Instructions for the task
When you transcribe the entries, reproduce every character and exclude the images.

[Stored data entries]
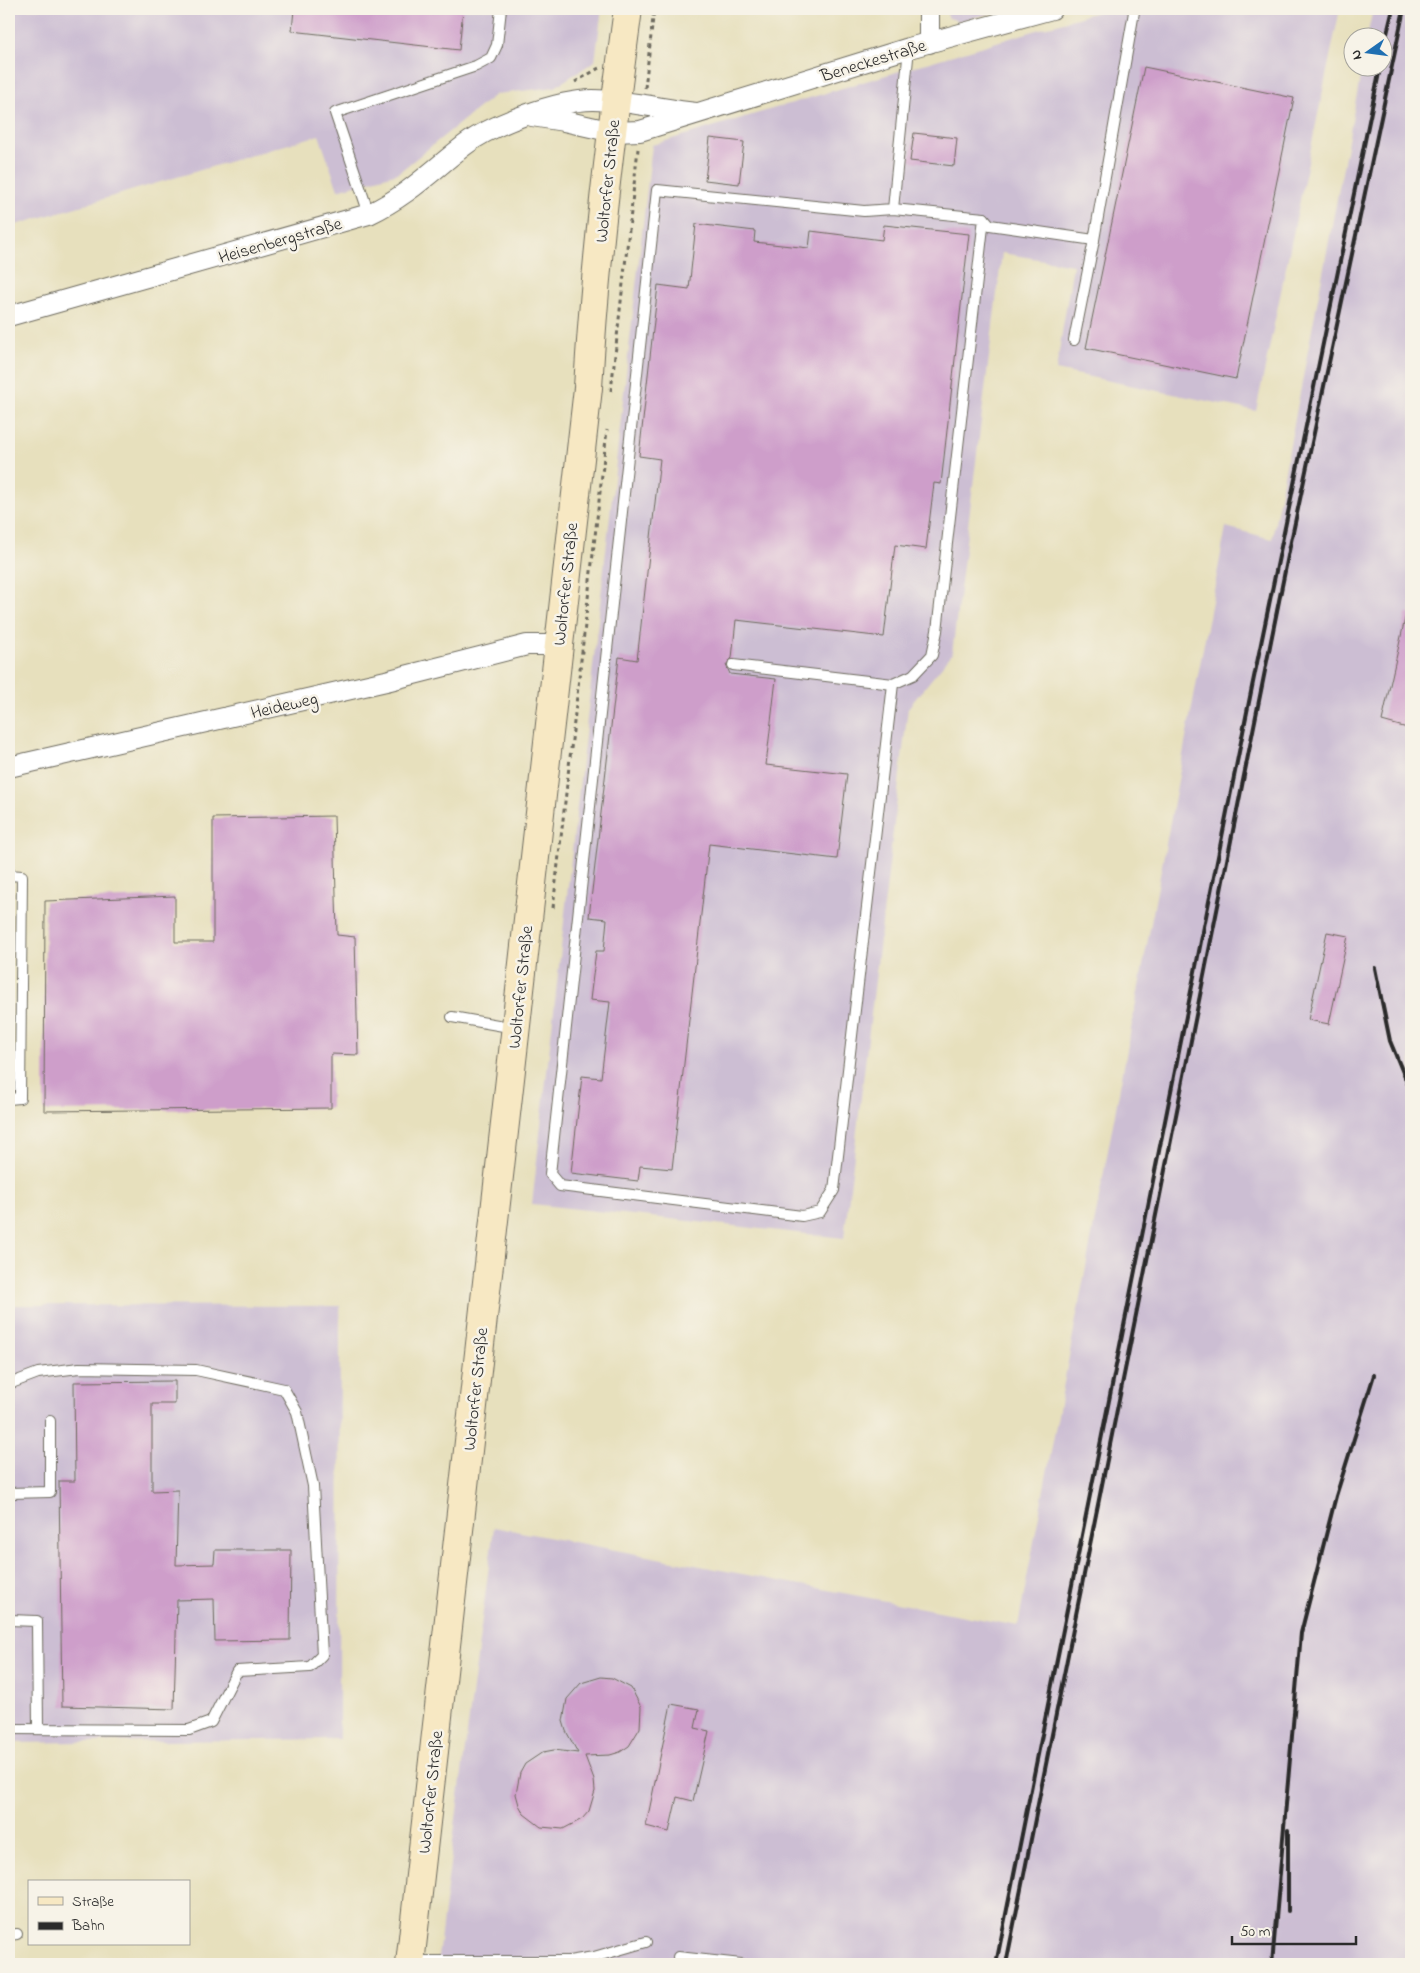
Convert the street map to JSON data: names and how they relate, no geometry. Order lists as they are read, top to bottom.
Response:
{
  "streets": {
    "main road": ["Woltorfer Straße"],
    "street": ["Beneckestraße", "Heisenbergstraße", "Heideweg"]
  },
  "crossings": [
    ["Beneckestraße", "Woltorfer Straße"],
    ["Beneckestraße", "Heisenbergstraße"],
    ["Woltorfer Straße", "Heisenbergstraße"],
    ["Woltorfer Straße", "Heideweg"]
  ],
  "legend": ["Straße", "Bahn"],
  "scale_bar": "50 m",
  "north": "left"
}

Response to the exercise
Convert the street map to JSON data: names and how they relate, no geometry. Order lists as they are read, top to bottom.
Response:
{
  "streets": {
    "main road": ["Woltorfer Straße"],
    "street": ["Beneckestraße", "Heisenbergstraße", "Heideweg"]
  },
  "crossings": [
    ["Beneckestraße", "Woltorfer Straße"],
    ["Beneckestraße", "Heisenbergstraße"],
    ["Woltorfer Straße", "Heisenbergstraße"],
    ["Woltorfer Straße", "Heideweg"]
  ],
  "legend": ["Straße", "Bahn"],
  "scale_bar": "50 m",
  "north": "left"
}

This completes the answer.